Essa cortesia, porém, não era da natureza de Tibe. Nenhum comandante me levaria à fronteira e o percurso de Erhenrang até lá é de quatrocentas milhas. Não tinha escolha senão ir a pé até Kuseben.
O cozinheiro previra esta emergência; eu o tinha despedido logo, mas, ao partir, ele deixara pronto todo o alimento que pudera preparar, num pacote que me reabasteceria pelos três dias de caminhada. Essa bondade salvou-me e incutiu-me coragem na fuga, pois, todas as vezes que comia uma fruta ou um pedaço de pão, pensava: “Há um homem que não me considera traidor; foi ele que me deu isso para comer”.
É duro, descobri então, ser chamado de traidor. Por mais estranho que pareça, é um epíteto fácil de se dar a outrem, mas é um pejorativo que se agarra na gente, se incrusta e convence. Até eu já estava meio convencido.

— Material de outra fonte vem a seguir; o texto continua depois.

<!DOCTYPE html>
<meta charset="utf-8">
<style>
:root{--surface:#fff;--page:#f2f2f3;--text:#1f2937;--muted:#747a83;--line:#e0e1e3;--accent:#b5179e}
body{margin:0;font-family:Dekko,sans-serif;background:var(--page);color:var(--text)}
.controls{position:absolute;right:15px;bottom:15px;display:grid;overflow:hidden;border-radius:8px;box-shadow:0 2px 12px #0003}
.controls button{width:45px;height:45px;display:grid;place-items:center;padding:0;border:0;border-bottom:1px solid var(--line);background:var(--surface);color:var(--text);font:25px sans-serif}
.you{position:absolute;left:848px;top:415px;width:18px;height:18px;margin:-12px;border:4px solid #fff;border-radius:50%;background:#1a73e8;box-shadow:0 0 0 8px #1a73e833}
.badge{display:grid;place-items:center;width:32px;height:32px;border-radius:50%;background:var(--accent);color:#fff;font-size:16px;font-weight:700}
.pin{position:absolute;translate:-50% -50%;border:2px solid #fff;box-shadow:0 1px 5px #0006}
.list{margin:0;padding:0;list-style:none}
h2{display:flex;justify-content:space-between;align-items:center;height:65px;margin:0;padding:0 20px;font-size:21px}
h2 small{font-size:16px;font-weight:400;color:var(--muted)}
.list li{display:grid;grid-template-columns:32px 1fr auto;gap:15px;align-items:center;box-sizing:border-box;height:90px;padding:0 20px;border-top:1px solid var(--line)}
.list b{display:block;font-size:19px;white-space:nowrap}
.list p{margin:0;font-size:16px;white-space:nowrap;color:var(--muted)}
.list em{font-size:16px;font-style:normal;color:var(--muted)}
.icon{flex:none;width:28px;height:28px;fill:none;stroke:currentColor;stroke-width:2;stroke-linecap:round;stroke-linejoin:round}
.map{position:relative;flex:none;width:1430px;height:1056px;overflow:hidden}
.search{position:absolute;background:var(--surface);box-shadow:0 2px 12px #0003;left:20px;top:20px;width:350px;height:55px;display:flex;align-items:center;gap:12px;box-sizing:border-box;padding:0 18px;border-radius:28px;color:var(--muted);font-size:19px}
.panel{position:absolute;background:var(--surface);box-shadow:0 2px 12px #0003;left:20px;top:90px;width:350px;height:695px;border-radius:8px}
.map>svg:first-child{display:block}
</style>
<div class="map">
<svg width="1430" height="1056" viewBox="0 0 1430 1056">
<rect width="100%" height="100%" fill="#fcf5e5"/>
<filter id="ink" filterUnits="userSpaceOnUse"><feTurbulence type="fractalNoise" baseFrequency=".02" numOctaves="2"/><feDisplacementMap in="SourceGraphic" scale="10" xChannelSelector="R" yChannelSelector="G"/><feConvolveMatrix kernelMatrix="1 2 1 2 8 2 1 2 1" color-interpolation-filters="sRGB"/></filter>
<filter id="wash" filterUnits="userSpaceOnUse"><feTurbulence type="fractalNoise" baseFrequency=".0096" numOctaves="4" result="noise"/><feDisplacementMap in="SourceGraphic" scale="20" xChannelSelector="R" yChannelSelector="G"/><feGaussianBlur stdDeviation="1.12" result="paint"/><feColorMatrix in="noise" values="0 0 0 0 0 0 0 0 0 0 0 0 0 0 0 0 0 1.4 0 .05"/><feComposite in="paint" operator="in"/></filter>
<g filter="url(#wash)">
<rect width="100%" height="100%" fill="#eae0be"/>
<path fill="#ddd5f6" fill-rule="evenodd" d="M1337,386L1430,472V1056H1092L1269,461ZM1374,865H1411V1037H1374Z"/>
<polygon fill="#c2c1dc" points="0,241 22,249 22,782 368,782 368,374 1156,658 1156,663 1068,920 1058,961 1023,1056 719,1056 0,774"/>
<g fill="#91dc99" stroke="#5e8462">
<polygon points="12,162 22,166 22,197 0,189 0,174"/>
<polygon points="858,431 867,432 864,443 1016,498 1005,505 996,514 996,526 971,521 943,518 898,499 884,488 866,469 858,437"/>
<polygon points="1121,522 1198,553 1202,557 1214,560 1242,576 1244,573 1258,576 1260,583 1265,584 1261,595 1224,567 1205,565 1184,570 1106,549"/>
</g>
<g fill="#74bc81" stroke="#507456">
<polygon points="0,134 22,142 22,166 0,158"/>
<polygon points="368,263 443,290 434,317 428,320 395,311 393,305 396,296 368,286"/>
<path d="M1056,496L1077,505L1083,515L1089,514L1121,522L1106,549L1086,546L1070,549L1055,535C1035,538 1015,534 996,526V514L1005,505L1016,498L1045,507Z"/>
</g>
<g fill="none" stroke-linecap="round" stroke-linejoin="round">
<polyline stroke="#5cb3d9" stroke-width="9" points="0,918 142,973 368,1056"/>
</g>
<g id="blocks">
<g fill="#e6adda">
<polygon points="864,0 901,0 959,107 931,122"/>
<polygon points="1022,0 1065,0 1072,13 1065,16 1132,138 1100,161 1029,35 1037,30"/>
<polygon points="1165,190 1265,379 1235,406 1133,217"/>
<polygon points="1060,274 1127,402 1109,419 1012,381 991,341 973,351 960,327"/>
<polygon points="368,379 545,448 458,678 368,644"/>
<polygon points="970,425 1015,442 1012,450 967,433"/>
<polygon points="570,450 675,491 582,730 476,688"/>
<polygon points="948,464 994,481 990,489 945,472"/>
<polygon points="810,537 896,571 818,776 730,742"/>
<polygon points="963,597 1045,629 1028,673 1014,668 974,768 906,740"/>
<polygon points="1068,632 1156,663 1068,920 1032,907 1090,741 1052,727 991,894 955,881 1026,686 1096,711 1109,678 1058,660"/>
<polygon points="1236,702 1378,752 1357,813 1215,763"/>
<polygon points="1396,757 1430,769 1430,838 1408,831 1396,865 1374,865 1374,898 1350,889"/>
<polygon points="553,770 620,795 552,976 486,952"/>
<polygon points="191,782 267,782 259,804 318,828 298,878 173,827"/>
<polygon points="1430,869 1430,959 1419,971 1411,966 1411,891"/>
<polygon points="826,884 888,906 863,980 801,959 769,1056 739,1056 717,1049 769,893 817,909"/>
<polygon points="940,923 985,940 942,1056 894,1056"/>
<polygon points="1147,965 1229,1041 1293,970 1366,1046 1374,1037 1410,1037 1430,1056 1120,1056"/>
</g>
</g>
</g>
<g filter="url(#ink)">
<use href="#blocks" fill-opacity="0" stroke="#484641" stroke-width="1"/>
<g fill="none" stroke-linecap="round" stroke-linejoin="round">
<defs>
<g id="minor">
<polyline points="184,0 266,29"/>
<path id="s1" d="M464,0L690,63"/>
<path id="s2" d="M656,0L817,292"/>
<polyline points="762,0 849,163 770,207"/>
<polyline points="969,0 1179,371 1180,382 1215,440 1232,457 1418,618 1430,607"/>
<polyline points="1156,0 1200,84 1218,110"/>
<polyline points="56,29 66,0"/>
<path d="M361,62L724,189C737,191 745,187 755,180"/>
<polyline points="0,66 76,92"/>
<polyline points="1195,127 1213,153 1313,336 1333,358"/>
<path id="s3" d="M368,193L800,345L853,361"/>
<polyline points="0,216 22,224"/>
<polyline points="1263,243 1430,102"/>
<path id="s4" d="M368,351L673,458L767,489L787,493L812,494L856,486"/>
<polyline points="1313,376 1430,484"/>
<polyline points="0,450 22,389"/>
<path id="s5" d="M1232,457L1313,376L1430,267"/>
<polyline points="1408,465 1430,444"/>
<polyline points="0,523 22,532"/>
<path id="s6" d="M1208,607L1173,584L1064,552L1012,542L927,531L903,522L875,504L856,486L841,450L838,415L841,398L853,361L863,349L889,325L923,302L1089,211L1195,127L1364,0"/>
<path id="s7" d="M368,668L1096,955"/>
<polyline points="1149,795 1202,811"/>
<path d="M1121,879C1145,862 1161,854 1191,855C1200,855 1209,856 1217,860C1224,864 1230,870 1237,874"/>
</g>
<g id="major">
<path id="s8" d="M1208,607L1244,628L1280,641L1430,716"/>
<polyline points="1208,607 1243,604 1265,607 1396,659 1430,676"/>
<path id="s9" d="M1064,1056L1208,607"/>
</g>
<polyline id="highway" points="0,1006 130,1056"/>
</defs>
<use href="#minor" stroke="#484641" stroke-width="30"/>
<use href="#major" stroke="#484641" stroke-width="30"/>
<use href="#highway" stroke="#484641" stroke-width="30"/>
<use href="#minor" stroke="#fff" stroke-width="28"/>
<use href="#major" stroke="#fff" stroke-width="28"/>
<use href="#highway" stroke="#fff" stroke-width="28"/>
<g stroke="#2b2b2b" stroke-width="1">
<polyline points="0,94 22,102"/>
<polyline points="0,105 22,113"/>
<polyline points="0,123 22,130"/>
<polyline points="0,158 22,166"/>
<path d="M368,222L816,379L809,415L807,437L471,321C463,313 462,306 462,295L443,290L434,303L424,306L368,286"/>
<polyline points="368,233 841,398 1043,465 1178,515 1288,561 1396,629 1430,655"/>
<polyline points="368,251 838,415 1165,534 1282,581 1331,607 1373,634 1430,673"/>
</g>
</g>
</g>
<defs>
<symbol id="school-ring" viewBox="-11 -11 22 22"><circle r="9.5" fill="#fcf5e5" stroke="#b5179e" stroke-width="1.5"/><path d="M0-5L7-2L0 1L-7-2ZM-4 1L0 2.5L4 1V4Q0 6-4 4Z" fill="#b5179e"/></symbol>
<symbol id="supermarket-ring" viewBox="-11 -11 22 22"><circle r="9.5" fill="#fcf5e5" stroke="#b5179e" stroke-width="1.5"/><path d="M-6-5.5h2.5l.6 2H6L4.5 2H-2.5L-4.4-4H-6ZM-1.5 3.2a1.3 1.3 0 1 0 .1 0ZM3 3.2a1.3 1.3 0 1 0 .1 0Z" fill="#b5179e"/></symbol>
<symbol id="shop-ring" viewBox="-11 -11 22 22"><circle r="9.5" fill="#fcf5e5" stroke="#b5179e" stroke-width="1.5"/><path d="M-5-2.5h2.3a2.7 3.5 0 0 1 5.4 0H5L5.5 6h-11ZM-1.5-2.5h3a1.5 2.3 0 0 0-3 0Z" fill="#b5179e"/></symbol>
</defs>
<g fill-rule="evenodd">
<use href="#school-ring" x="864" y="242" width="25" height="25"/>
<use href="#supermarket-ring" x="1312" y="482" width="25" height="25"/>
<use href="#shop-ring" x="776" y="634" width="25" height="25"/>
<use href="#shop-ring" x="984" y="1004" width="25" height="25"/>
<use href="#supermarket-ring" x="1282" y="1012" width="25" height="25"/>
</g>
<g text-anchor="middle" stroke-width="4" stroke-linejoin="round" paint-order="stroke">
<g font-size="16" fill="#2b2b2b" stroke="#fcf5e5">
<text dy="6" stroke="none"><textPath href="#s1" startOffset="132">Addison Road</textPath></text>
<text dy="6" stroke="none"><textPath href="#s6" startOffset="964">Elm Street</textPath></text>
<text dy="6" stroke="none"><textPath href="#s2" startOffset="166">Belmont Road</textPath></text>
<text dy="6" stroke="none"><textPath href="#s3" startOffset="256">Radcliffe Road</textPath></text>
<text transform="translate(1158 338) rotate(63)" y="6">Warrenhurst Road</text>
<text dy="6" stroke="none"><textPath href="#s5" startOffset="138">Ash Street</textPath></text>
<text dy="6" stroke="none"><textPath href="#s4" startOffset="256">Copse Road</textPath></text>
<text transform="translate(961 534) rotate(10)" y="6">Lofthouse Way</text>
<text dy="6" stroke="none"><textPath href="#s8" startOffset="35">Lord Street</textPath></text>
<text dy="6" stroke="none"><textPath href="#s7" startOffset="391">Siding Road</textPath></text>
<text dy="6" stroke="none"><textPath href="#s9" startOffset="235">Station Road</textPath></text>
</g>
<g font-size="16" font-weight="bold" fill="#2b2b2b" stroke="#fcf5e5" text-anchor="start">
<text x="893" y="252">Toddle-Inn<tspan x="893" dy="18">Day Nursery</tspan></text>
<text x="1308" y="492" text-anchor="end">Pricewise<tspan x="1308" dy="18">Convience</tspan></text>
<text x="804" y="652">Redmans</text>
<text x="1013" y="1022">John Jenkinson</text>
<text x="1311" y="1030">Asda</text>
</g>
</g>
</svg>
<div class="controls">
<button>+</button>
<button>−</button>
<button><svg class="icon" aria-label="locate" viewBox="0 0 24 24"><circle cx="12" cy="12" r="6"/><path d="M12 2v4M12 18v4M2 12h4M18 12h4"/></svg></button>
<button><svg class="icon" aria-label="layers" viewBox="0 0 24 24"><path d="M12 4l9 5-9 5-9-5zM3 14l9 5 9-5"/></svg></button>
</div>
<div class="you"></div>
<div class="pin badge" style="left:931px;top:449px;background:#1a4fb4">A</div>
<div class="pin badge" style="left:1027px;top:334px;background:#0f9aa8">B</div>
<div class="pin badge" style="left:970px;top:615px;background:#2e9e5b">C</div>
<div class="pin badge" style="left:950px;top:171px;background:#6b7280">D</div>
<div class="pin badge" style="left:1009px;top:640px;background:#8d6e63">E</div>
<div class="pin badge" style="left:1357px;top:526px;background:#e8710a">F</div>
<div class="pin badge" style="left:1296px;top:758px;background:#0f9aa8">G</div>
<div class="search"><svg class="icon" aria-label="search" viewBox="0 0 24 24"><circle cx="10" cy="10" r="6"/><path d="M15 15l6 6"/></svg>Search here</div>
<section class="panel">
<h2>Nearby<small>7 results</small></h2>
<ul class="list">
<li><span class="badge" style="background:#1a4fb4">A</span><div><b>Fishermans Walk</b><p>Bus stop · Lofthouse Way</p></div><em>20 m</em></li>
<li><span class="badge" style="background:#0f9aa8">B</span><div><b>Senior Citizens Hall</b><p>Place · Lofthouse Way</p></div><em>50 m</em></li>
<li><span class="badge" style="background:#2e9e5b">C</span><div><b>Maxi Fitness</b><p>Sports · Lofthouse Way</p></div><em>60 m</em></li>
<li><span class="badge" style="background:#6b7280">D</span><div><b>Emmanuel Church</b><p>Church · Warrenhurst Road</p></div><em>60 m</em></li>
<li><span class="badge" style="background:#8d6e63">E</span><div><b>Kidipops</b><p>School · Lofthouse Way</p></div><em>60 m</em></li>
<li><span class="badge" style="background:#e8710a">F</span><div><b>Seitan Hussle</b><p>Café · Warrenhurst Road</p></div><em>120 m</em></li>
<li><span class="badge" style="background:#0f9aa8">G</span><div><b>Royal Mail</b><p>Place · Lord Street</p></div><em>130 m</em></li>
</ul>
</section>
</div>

Cheguei a Kuseben ao entardecer do terceiro dia, com os pés doloridos e aflito; havia perdido o gosto pelas caminhadas, nos últimos anos, com a vida confortável e sedentária que levava em Erhenrang. Às portas da cidade, esperando por mim, estava Ashe.
Durante sete anos fomos kemmering e tivemos dois filhos. Nascidos de sua carne, eles tinham seu nome, Foreth rem ir Osboth, e eram educados por ele, em Clanhearth. Há três anos ele procurara o Mosteiro Orgny e usava, agora, o colar de ouro dos celibatários. Não nos tínhamos visto nestes três anos; no entanto, ao ver seu rosto à luz do crepúsculo, senti em mim o velho hábito de nosso amor, como se tivesse acabado ontem, apenas. Senti, então, a sua fidelidade, que o havia levado a partilhar da minha desgraça. Ao sentir, de novo, aquele laço inútil a me apertar, fiquei aborrecido, pois o amor de Ashe me forçava, sempre, a agir contra a minha própria vontade.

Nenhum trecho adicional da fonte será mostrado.